Throughout Albuquerque, churches and stores were shut down or operating on a limited basis.
Calvary of Albuquerque canceled its services at 8 a.m. today. However, services at 9:30 and 11:15 a.m. will be held, as will a special New Year's Eve service at 7 p.m. tonight, said Calvary spokesman Chip Lusko.
Nowhere to shop
Two of Albuquerque's malls, Coronado Center and Cottonwood Mall, were closed.
Wal-Mart stores on San Mateo, Academy and Carlisle were shut down, although area pizza stores were feeding the hungry. Many, though, were offering only carry-out service.
"The roads are too icy to send our drivers out," said Theresa Sedillo, a general manager for Domino's pizza at Alameda and Rio Grande.
In northeast New Mexico, areas in and around the Union County city of Clayton were buffeted by a wicked winter one-two punch of 50-plus-mph winds and 30 inches of snow.
Drifts topped out at 10 to 15 feet.
About 100 stranded travelers holed up in a Clayton church; another 40-plus motorists caught in white-out conditions on the high plains west of that town took refuge overnight in a small ranch home.
"We're just stranded," said Clayton police communications Sgt. Vivian Baldonado, who was snowed in at work and had been on duty for more than 30 hours straight. "All our roads out of Clayton are closed. All our motels are full."
Hardy ranchers stayed indoors, hoping for a break in the blizzard of '06. Even longtime New Mexico residents were amazed at what they were seeing outside their living-room windows: a snow that at times appeared as if it would never let up.
"I wish you could see this picture I'm looking at it's really ugly," said Steve McClure, owner of the Red River Ranch between Springer and Wagon Mound, as he watched the blizzard Saturday afternoon.
"There's drifts of 3 and 4 feet in the yard. I can't see 300 yards," McClure said, adding that he'd just watched a pair of coyotes rushing through the snow to corral a jackrabbit.
He said that although he hadn't been able to get outside to feed his cattle, they'd be OK they weren't calving, and the fierce winds had exposed enough grass for them to eat.
The New Mexico Farm Bureau as of Saturday night was trying to get a handle on what effect the blizzard has had on livestock across the state. Ranchers with stranded livestock were asked to call a farm bureau hotline at 505-532-4705.

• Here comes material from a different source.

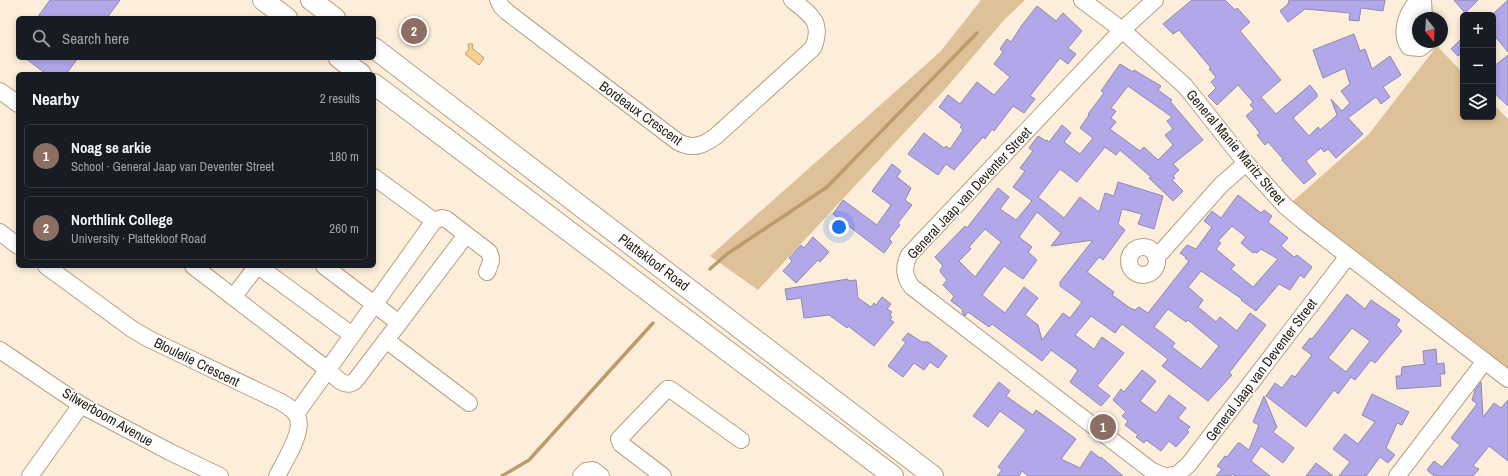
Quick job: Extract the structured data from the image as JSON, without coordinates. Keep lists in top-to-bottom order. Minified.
{"streets":{"main road":["Plattekloof Road"],"street":["Bordeaux Crescent","General Manie Maritz Street","General Jaap van Deventer Street","Bloulelie Crescent","Silwerboom Avenue"]},"crossings":[["General Manie Maritz Street","General Jaap van Deventer Street"]],"north":"bottom","page":{"map_buttons":["+","−"],"pins":["2","1"],"search":"Search here","heading":["Nearby","2 results"],"list":[{"mark":"1","name":"Noag se arkie","note":"School · General Jaap van Deventer Street","value":"180 m"},{"mark":"2","name":"Northlink College","note":"University · Plattekloof Road","value":"260 m"}]}}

But the storm brought plenty of enjoyment.
At Netherwood Park near Girard and Indian School NE in Albuquerque, people raced down steep hills on sleds, snowboards, inner tubes and even an air mattress. About 150 parents, children and teens gathered there Saturday afternoon.
"I love it," said Downtown resident Helen Sterling, a middle-school counselor who was at the park with family and friends.
Nick DeLorenzo, a 19-year-old from Colorado, said he saw quite a few dramatic crashes.
"I landed on my face earlier," DeLorenzo said. "I got up, and I was fine."
Journal staff writers Sean Olson, Debra Dominguez-Lund and Dan McKay contributed to this report.
How much snow?
Red River, 31 inches
Peña Blanca, 30 inches
Clayton, 30 inches
Placitas, 18 inches
Santa Fe, 25.3 inches
Rio Rancho, 14 inches
Edgewood, 18 inches
Albuquerque, Sandia Heights, 24 inches
Albuquerque, Paseo del Norte and Eubank, 20 inches
Albuquerque, Juan Tabo and Montgomery, 18 inches
-- Source: National Weather Service
The storm that dumped its load on Friday and Saturday set records in Albuquerque. The 11.3 inches that fell at the airport Friday broke the previous one-day record of 10 inches.
But there was plenty of snow elsewhere:
A ranch near Pecos: 45 inches
Clayton area: 15-foot snowdrifts
Santa Fe, east of the Plaza: 25 inches
Albuquerque, Moon and Montgomery NE: 20 inches
Here comes the sun
The National Weather Service forecasts the return of sunshine today, with clear skies through New Year's Day and a high of 36 degrees. Clouds Monday night could lead to a slight chance of more snow showers starting Tuesday. Temperatures in Albuquerque are to drop to about 18 degrees tonight and 22 degrees Monday night.